CLXXXIII

La vecina se rió. También se rió la madre. Confesó que el niño era una peste, la piel de Judas, que no paraba un momento. No podía perderlo de vista; a la menor distracción se iba a la calle. Y eso desde pequeño; a los dos años, allí mismo, se había salvado por un pelo de morir pisado por un coche.
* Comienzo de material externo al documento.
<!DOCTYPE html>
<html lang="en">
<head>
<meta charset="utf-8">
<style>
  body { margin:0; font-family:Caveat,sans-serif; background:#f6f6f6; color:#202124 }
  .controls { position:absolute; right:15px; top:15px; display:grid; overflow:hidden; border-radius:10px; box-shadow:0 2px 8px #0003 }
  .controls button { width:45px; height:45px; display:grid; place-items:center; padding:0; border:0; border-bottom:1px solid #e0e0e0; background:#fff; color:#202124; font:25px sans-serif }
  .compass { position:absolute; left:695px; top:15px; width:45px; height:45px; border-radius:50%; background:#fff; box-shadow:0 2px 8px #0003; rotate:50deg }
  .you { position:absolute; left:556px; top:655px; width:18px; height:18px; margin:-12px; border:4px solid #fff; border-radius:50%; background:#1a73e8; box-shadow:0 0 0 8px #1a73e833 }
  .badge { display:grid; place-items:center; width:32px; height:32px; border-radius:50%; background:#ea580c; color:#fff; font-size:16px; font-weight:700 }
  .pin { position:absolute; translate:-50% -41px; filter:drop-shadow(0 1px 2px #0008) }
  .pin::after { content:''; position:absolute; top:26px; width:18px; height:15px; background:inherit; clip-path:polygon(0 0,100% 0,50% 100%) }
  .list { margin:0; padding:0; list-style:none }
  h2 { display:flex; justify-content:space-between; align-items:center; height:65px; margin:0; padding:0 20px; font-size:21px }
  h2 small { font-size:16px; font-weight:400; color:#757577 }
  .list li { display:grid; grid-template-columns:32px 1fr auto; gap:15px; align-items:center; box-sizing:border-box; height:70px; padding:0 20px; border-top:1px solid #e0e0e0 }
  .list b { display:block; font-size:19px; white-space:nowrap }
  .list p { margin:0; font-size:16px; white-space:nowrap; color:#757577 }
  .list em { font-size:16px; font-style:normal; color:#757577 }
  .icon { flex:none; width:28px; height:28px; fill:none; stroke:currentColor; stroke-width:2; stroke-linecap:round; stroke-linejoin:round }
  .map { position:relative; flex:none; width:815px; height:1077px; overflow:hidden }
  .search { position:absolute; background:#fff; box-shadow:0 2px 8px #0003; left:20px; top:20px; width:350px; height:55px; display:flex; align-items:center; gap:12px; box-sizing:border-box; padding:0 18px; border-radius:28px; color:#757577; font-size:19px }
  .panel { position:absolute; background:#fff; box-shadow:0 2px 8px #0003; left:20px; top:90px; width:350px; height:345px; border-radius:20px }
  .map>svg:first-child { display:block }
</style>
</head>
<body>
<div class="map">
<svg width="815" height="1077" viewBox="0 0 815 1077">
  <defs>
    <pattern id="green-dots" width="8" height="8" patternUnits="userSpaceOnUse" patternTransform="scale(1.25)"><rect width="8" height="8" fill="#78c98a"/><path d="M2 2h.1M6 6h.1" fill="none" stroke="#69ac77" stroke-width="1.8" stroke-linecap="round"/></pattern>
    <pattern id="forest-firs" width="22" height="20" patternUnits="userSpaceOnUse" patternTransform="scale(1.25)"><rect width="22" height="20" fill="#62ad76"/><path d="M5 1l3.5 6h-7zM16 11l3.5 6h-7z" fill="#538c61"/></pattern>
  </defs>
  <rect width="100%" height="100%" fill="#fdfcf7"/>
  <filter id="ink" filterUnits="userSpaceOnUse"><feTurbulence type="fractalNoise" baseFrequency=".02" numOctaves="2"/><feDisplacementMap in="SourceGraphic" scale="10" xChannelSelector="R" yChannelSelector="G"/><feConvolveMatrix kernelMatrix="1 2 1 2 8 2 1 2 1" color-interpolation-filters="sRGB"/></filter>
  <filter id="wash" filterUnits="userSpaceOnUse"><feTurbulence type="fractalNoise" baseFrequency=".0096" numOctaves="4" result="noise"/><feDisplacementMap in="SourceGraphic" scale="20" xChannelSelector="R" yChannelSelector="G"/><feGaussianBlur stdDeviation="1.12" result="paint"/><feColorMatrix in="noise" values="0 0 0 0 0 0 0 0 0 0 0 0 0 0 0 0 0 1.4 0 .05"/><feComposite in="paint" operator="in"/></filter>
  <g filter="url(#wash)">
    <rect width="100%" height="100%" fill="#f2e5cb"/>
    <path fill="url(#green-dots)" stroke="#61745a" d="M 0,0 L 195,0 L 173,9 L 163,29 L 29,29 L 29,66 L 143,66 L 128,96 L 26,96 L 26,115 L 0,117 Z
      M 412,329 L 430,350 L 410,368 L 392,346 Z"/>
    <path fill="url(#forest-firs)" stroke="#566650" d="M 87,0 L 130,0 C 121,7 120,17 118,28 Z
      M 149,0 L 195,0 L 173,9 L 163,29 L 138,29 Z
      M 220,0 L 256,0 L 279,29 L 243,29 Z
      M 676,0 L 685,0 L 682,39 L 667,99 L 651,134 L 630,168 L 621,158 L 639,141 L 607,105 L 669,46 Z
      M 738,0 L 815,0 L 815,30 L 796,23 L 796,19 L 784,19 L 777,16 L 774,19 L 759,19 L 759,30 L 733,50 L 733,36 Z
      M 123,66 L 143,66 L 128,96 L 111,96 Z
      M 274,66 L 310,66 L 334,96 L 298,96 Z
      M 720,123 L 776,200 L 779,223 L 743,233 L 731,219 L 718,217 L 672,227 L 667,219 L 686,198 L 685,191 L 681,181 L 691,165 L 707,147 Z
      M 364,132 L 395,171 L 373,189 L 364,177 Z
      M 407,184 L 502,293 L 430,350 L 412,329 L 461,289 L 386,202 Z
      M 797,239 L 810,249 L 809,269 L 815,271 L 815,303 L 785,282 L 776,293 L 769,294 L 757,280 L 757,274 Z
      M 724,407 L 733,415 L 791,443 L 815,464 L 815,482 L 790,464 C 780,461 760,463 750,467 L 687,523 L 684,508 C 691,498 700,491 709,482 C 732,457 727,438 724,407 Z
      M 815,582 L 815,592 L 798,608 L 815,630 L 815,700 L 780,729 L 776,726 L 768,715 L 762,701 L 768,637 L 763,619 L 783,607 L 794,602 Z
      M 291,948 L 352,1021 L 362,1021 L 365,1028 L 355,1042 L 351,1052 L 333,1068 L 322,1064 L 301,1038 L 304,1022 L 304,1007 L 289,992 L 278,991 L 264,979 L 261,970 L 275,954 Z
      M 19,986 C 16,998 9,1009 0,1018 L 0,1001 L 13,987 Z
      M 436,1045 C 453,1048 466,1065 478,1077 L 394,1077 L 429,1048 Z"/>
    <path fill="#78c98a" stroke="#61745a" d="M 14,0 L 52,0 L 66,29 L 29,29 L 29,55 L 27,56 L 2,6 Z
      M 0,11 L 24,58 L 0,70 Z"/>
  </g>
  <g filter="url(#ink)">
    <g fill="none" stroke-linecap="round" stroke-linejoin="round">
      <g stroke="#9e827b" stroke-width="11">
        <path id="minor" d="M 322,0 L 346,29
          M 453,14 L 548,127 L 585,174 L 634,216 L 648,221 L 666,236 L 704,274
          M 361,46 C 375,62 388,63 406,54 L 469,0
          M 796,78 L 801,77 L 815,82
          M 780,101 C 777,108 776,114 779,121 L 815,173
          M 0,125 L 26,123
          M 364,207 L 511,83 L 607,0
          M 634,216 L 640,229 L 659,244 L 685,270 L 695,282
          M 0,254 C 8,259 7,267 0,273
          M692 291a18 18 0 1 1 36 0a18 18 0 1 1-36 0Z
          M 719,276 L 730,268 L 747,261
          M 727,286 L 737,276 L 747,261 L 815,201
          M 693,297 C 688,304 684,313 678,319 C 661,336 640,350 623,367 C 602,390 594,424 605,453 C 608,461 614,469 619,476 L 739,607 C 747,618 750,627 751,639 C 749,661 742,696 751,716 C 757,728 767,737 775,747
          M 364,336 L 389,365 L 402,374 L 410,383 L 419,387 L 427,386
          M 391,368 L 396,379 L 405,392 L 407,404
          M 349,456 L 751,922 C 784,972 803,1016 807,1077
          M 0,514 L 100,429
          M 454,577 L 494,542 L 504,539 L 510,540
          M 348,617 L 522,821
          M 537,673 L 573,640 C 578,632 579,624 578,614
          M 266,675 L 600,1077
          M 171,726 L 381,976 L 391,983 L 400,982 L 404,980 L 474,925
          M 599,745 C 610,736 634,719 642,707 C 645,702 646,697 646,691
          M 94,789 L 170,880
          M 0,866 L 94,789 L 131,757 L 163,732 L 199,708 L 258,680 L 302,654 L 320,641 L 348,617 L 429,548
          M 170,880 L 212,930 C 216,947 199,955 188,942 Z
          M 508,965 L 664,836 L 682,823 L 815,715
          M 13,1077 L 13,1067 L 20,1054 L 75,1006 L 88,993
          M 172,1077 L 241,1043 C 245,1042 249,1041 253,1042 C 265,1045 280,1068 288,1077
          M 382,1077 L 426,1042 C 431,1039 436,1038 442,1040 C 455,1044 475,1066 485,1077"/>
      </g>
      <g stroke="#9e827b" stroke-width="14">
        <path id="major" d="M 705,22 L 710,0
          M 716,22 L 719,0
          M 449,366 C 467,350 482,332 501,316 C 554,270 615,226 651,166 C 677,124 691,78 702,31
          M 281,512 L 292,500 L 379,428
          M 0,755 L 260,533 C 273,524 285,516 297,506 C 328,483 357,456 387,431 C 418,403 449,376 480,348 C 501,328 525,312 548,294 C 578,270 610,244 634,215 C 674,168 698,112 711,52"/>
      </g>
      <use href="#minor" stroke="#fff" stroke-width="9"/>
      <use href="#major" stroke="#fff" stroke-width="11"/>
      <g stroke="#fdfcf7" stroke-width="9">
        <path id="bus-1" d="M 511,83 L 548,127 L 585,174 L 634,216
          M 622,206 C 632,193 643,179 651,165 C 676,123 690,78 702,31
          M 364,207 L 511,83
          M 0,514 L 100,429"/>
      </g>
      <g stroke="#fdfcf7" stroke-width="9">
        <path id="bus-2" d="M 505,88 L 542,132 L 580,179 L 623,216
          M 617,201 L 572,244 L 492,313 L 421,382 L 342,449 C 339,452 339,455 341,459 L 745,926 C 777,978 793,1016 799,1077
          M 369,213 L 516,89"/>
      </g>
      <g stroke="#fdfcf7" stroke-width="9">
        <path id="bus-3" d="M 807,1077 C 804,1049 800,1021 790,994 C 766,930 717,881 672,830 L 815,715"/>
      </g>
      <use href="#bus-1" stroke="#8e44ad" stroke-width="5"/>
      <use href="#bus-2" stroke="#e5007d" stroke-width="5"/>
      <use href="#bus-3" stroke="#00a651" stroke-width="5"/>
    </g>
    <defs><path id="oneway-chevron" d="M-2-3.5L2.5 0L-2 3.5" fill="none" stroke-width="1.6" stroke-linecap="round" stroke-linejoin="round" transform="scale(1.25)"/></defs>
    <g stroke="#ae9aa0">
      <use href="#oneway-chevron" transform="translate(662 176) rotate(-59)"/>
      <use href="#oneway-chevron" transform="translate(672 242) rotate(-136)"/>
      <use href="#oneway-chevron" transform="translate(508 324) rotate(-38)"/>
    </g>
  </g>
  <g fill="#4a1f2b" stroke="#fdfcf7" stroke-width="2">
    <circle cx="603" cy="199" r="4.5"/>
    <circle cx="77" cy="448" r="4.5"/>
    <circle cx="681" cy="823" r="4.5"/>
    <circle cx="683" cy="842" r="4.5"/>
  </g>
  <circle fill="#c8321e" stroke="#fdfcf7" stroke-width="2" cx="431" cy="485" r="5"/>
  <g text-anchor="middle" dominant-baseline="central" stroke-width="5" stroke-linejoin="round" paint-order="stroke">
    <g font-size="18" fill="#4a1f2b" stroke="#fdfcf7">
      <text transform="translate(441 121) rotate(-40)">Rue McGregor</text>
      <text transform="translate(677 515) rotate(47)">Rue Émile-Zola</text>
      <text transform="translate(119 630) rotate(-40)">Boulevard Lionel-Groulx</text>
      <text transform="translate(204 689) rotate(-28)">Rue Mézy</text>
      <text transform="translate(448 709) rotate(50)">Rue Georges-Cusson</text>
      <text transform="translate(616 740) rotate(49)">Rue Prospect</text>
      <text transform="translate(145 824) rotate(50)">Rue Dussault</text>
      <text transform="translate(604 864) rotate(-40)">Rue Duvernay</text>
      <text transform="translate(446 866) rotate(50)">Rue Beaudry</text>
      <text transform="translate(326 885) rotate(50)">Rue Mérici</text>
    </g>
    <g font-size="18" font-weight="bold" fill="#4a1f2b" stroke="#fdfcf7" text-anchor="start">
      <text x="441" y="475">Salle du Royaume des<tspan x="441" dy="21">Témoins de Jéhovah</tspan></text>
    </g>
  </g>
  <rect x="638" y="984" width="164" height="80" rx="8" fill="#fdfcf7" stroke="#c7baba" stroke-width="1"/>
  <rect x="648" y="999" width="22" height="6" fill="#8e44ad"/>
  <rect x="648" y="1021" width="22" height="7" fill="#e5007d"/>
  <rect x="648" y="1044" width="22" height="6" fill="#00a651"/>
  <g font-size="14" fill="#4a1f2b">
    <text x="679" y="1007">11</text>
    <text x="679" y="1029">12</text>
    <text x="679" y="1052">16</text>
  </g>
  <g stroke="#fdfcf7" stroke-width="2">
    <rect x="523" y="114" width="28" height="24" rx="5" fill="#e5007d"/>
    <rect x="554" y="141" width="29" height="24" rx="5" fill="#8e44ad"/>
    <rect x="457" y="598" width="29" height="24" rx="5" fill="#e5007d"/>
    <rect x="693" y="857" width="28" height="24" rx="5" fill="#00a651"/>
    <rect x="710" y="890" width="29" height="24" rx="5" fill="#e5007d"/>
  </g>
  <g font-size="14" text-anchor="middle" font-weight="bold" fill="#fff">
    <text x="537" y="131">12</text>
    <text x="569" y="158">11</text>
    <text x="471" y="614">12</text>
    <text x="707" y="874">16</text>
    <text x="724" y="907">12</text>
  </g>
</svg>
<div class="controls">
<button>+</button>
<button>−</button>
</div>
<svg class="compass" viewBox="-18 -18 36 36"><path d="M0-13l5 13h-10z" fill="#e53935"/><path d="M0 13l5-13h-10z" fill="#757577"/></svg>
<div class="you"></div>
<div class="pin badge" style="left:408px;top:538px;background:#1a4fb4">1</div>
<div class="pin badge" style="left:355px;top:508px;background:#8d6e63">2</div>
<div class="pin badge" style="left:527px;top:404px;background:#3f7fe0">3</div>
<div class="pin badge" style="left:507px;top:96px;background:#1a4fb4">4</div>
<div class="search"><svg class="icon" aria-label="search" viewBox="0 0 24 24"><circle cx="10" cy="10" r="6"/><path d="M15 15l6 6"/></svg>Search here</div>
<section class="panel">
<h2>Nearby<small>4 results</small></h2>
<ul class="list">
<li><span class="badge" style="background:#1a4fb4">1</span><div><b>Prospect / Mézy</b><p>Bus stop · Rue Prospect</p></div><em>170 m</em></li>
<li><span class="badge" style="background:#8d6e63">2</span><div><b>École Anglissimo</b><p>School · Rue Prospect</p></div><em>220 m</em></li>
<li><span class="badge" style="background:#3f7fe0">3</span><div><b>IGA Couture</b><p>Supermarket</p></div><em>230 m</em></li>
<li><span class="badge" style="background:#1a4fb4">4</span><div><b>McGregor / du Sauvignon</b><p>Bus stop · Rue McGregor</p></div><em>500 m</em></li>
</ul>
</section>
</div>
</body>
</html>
De no haber sido por un hombre que pasaba, un señor muy bien vestido que se había arriesgado a quitarlo de en medio, ahora habría estado bien muerto. En eso el marido, que llegaba por la acera opuesta, cruzó la calle e interrumpió la charla. Llevaba el ceño fruncido; entró en la tienda casi sin saludar a la vecina; la mujer fue a ver qué le pasaba. Él le contó lo de las burlas.

—Pasaron por aquí —dijo ella.

—¿Y no reconociste al hombre?

—No.

El marido cruzó los brazos y se quedó mirándola fija, silenciosamente. La mujer le preguntó quién era.

—Es el que nos salvó a Deolindo.

La mujer se estremeció.

—¿Lo viste bien?

—Perfectamente. Ya me lo había cruzado otras veces, pero no estaba así. ¡Pobre hombre! Y la mulatada gritando detrás. ¡Habráse visto! ¿No hay policía en este mundo?

Lo que a la mujer le dolía no era tanto la enfermedad del hombre, ni siquiera las burlas, sino la parte que en ellas había tenido su hijo —el mismo niño que ese hombre había salvado de la muerte. ¿Pero cómo iba a poder reconocerlo, saber que le debía la vida? Lo que le dolía era el encuentro, la coincidencia. Al final se contentó cargando ella con toda la culpa. Si hubiese sido más cuidadosa el niño no habría salido a mezclarse con la gente. Llena de inquietud, de vez en cuando temblaba. El marido le dio al niño dos besos en la frente.

—¿Tú viste toda la escena? —preguntó.

—Toda.

—Me hubiera gustado tomarlo del brazo y traerlo aquí; pero me dio vergüenza; los mulatos eran capaces de burlarse de mí. Miré para otro lado por si él me reconocía. ¡Pobre hombre! Pero fíjate que él no parecía oír nada; iba de lo más satisfecho, creo que hasta se reía… ¡Qué triste es volverse loco!

La mujer pensaba en la travesura del niño; decidió no contarle nada a su marido, le pidió a la vecina que no la mencionase y esa noche no se durmió hasta muy tarde. Se le había metido en la cabeza que años más tarde el hijo enloquecía, era castigado por la misma turba, y que ella, indignada, blasfemando, escupía hacia el cielo.